À bord du Mary D, il y avait un beau bouquet. C’était vendredi après-midi entre Port-Moselle, à Nouméa, et le Sud du Mont-Dore. Après le débarquement au Vallon-Dore, une quinzaine d’habitants se sont attardés au wharf, le temps de dire un grand merci : ils ont offert les fleurs, des chocolats et un bon cadeau à Sylvana Koroma, accompagnée de son mari Gabriel. Ces deux agents de la province Sud ont encadré les navettes maritimes quand le dispositif a été enclenché.
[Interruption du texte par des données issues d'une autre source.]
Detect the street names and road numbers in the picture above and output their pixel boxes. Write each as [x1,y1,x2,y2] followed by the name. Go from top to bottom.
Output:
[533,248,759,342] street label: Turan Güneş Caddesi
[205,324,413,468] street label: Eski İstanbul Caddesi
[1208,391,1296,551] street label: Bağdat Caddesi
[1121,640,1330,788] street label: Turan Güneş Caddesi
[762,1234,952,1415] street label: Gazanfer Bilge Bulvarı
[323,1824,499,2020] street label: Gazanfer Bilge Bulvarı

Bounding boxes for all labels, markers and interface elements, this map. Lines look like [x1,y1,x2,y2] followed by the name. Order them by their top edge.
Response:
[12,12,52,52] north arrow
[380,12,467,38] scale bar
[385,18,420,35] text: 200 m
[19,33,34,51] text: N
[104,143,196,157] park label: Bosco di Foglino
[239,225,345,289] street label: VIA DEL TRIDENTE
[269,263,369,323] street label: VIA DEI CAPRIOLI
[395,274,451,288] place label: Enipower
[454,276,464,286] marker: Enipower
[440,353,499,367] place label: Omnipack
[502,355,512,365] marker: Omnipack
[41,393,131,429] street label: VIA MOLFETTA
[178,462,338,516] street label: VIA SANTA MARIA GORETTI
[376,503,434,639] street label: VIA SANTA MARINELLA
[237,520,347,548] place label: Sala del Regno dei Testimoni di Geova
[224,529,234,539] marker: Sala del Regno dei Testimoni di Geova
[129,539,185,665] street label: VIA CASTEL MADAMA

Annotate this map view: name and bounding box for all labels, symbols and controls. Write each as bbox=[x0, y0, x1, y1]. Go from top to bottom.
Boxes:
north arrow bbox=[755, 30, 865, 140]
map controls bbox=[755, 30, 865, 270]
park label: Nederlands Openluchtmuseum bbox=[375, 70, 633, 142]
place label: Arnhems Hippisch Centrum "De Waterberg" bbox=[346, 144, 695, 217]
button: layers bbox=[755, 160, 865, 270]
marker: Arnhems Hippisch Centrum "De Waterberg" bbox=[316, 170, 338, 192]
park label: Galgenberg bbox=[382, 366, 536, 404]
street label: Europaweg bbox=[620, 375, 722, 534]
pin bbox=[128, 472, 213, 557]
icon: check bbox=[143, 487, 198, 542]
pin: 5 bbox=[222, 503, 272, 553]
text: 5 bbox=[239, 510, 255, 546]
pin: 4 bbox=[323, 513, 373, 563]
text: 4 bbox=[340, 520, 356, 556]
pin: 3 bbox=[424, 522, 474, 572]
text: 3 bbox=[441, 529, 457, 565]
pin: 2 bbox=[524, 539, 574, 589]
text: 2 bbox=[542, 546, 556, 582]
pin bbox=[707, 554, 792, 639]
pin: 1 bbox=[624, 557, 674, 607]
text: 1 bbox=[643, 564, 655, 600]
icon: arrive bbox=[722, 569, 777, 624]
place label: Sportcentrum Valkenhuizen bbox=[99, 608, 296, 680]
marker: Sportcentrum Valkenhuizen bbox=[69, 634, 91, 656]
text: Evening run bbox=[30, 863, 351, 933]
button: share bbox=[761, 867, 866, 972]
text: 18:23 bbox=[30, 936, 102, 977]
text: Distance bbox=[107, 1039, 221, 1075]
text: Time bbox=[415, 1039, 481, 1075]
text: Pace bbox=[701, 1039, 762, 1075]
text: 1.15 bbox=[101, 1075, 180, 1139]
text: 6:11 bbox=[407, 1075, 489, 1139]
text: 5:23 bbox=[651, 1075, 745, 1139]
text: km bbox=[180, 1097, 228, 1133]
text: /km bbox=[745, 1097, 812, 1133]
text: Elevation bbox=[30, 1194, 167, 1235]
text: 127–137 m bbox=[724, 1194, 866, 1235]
Dès les émeutes de la mi-mai, qui se sont traduites à Saint-Louis par des barrages, des blocages et de plus en plus d’insécurité sur la seule route en direction du Nord.
Le cadeau des lève-tôt
Les habitués des navettes ont entendu dire que Sylvana avait eu un problème de santé. "On s'est organisés entre nous", raconte un usager. "On a fait passer le message aux gens qui étaient là entre 2 heures et demi et 4 heures du matin. On s'est dit qu'on allait faire un truc pour elle." Elle, ne s'y attendait pas. "C'est un cadeau pour la remercier du travail qu'elle fait pour nous, les Mondoriens. Être là tous les matins jusqu'au soir, nous aider, utiliser nos idées… On était une quinzaine pour donner les cadeaux, mais une cinquantaine à participer."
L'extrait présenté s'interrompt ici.